Lorsque Franck, le patron, confie une épaisse enveloppe à Justine, sa collaboratrice avec mission d’organiser le fameux week-end, la jeune femme, Albin, son mari et leurs amis vont organiser une fausse croisière romantique. Mais tout se gâte lorsque la « proie » de Franck n’est pas celle que l’on croit. Mais, pour Albin et Justine, impossible de faire machine arrière. Ils n’ont pas dit toute la vérité à leur bande d’amis sur la manière de se partager le potentiel pactole…
Ce sont de petites croisières fluviales en famille à bord d’une péniche qui ont donné, voilà longtemps déjà, à Bruno Podalydès, l’idée de son film : « J’ai adoré ce mode de vacances. Petit à petit, j’ai découvert une multitude de canaux – il est extrêmement facile de circuler en bateau du sud de la France jusqu’en Allemagne, et même au-delà, tant le réseau de ces canaux est riche. Mais il faut un rapport au temps apaisé pour ce genre de voyage. Je rêvais d’une histoire qui puisse se dérouler dans ce rythme et ce cadre… »

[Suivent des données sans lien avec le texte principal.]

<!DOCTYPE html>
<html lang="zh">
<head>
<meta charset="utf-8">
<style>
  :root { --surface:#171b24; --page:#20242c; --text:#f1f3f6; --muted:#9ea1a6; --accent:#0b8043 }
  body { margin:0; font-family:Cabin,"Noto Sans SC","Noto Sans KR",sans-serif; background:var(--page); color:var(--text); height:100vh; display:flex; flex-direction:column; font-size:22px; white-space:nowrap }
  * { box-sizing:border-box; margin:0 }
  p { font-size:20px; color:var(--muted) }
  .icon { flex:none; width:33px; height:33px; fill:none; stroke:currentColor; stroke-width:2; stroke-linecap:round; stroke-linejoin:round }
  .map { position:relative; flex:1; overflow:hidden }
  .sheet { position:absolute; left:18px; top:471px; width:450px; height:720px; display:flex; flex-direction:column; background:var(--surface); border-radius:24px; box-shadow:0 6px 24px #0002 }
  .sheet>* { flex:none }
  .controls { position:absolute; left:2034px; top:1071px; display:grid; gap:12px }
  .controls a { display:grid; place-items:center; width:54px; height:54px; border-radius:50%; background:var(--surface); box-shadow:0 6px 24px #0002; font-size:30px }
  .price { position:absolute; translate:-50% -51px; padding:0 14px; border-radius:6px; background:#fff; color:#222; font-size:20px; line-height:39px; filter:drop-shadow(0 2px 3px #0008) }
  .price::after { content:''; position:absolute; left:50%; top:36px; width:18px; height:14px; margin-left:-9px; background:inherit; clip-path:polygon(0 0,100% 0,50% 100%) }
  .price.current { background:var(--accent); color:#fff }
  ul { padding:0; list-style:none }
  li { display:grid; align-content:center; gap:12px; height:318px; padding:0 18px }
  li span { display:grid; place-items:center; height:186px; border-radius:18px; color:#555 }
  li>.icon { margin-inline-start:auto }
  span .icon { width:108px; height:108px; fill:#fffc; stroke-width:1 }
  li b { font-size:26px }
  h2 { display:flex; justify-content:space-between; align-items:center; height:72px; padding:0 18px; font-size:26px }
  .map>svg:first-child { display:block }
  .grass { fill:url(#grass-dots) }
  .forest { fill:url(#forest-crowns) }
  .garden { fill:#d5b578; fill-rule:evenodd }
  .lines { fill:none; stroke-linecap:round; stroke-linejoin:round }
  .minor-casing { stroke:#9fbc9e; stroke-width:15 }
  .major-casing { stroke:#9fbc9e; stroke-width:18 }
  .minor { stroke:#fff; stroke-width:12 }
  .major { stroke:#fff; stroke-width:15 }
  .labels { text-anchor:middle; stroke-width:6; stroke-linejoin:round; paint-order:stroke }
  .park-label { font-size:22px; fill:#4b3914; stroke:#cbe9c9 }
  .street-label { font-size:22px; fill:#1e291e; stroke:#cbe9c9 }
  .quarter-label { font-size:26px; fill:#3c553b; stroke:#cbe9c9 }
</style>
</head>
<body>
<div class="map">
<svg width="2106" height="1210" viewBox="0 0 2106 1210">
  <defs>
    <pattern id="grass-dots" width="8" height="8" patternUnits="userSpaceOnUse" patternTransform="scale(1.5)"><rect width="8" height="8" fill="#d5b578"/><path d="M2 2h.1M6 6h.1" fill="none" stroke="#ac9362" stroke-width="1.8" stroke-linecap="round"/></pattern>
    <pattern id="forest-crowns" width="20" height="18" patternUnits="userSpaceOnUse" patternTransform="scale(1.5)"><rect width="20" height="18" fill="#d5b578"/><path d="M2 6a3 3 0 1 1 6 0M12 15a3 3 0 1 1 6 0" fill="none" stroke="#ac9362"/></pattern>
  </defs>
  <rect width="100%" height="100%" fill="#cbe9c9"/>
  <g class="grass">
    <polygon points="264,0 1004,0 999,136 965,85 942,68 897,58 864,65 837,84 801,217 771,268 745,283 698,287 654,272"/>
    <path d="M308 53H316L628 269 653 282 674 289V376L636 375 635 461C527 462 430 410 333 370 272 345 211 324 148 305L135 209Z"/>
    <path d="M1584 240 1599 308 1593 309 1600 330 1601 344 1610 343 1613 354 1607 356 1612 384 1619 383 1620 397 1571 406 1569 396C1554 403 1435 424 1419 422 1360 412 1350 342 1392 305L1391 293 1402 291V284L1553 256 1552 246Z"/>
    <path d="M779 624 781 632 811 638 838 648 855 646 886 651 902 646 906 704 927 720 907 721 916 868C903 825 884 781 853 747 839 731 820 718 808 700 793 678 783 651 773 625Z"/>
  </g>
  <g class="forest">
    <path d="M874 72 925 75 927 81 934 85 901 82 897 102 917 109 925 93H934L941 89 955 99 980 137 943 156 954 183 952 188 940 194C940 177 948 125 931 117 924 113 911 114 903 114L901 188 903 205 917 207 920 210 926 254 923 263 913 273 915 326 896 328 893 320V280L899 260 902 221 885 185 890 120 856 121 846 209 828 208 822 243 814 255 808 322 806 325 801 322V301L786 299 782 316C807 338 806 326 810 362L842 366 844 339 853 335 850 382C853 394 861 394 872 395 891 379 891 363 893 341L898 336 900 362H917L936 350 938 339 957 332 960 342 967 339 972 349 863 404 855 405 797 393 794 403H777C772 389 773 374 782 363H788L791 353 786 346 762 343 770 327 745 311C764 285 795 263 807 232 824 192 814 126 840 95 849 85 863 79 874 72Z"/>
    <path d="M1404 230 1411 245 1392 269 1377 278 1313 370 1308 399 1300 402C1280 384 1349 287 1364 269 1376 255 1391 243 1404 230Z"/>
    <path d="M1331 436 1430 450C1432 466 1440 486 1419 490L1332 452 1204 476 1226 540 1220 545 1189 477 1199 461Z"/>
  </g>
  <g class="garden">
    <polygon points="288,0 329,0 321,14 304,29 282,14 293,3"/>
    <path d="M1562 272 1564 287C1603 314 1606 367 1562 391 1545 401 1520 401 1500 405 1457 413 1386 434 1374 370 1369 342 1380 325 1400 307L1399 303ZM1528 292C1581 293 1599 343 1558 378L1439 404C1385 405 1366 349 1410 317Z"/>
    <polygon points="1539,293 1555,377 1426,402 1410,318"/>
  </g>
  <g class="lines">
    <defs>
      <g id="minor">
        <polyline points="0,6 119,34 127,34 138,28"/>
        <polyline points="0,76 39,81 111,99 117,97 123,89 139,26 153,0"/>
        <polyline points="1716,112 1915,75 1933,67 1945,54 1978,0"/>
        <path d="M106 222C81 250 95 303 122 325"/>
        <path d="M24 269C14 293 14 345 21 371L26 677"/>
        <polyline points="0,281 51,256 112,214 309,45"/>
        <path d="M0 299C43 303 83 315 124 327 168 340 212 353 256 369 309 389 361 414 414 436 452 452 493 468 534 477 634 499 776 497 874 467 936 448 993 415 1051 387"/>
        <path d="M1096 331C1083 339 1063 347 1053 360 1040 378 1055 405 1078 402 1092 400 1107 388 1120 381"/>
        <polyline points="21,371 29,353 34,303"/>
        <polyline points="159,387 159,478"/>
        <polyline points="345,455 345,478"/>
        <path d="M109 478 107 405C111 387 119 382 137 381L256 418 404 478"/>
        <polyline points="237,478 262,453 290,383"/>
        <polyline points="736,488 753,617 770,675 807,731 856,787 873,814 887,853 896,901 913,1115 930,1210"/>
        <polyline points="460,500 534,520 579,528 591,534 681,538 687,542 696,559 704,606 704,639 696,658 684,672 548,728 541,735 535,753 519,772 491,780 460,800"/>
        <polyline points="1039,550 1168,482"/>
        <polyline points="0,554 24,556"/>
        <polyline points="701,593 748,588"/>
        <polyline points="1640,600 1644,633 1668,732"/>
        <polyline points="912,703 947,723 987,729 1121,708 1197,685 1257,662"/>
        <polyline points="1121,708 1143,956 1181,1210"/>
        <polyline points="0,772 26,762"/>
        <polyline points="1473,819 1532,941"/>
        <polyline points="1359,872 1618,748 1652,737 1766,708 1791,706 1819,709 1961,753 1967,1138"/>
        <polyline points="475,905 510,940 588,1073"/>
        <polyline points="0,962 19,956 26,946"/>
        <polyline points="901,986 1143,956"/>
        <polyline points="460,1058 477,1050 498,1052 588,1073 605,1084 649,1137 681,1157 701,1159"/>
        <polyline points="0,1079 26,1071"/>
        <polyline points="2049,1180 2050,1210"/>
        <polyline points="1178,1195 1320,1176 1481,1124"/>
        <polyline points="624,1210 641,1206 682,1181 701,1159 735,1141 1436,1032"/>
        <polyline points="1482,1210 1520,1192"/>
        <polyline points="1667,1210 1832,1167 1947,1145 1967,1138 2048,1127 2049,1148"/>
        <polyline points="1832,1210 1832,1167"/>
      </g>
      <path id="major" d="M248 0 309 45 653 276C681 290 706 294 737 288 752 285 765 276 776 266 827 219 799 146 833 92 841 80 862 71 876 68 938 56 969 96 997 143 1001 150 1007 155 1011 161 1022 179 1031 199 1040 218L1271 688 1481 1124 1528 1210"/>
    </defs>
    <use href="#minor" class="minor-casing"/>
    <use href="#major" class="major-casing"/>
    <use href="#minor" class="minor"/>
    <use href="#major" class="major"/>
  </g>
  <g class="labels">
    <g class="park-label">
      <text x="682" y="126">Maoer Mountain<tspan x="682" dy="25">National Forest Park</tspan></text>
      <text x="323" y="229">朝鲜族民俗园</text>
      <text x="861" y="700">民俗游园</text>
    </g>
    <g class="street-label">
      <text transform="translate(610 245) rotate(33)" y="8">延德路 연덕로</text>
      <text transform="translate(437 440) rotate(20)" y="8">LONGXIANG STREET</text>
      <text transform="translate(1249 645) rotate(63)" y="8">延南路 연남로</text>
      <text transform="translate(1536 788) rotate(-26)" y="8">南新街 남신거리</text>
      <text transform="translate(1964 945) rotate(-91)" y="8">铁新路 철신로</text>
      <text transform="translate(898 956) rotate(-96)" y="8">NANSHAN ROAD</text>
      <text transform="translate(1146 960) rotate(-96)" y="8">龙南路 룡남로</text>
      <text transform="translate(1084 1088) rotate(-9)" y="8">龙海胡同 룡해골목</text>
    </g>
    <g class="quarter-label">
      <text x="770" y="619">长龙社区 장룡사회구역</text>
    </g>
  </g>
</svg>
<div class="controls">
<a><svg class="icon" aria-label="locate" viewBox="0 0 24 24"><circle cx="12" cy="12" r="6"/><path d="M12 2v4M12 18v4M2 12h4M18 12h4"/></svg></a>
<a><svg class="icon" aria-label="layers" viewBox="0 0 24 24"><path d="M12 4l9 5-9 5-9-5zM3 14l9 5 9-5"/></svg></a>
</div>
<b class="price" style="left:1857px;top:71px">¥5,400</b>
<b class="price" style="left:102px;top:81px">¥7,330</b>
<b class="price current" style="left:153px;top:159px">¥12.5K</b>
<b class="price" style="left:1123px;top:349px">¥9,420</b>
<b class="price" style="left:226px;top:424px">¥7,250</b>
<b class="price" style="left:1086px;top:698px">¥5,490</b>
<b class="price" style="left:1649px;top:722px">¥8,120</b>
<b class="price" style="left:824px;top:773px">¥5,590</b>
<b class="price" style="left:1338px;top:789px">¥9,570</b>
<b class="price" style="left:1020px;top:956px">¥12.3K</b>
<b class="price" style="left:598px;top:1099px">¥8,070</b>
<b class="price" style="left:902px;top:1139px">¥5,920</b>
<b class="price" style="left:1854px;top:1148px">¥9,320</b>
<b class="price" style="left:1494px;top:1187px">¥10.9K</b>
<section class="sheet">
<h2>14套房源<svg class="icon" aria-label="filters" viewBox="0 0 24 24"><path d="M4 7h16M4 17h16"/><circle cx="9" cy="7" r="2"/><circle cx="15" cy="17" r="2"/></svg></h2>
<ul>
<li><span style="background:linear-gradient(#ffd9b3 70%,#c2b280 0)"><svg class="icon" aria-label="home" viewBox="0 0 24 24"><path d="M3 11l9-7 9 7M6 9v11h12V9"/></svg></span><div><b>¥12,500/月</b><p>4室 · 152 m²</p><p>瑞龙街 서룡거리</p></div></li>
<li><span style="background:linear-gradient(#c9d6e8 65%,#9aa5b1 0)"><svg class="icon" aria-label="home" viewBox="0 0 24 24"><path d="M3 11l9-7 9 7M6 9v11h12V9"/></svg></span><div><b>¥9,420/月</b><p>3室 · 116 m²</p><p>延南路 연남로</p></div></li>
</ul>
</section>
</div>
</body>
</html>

Le cinéaste a donc bâti une comédie complètement fantaisiste dans laquelle il invite à embarquer en compagnie de personnages évidemment loufoques. Il y a bien sûr le capitaine Jocelyn, uniforme immaculé et son inénarrable « Enjoy ! » lancé à Franck mais aussi Albin, faux organisateur mais vrai ronchon, Justine en executive woman qui ne se laisse pas faire tout en étant quand même un rien déstabilisée, Sandra en cantinière gitane, Rosine en serveuse « spécialiste »… de l’hypnose sur les réseaux sociaux ou encore Caramel qui joue les éclusiers tout en étant un gardien de musée peu banal puisqu’il profite de son job pour exposer l’une ou l’autre de ses propres toiles sans oublier Ifus le mousse mutique qui va faire lien avec d’autres plaisanciers.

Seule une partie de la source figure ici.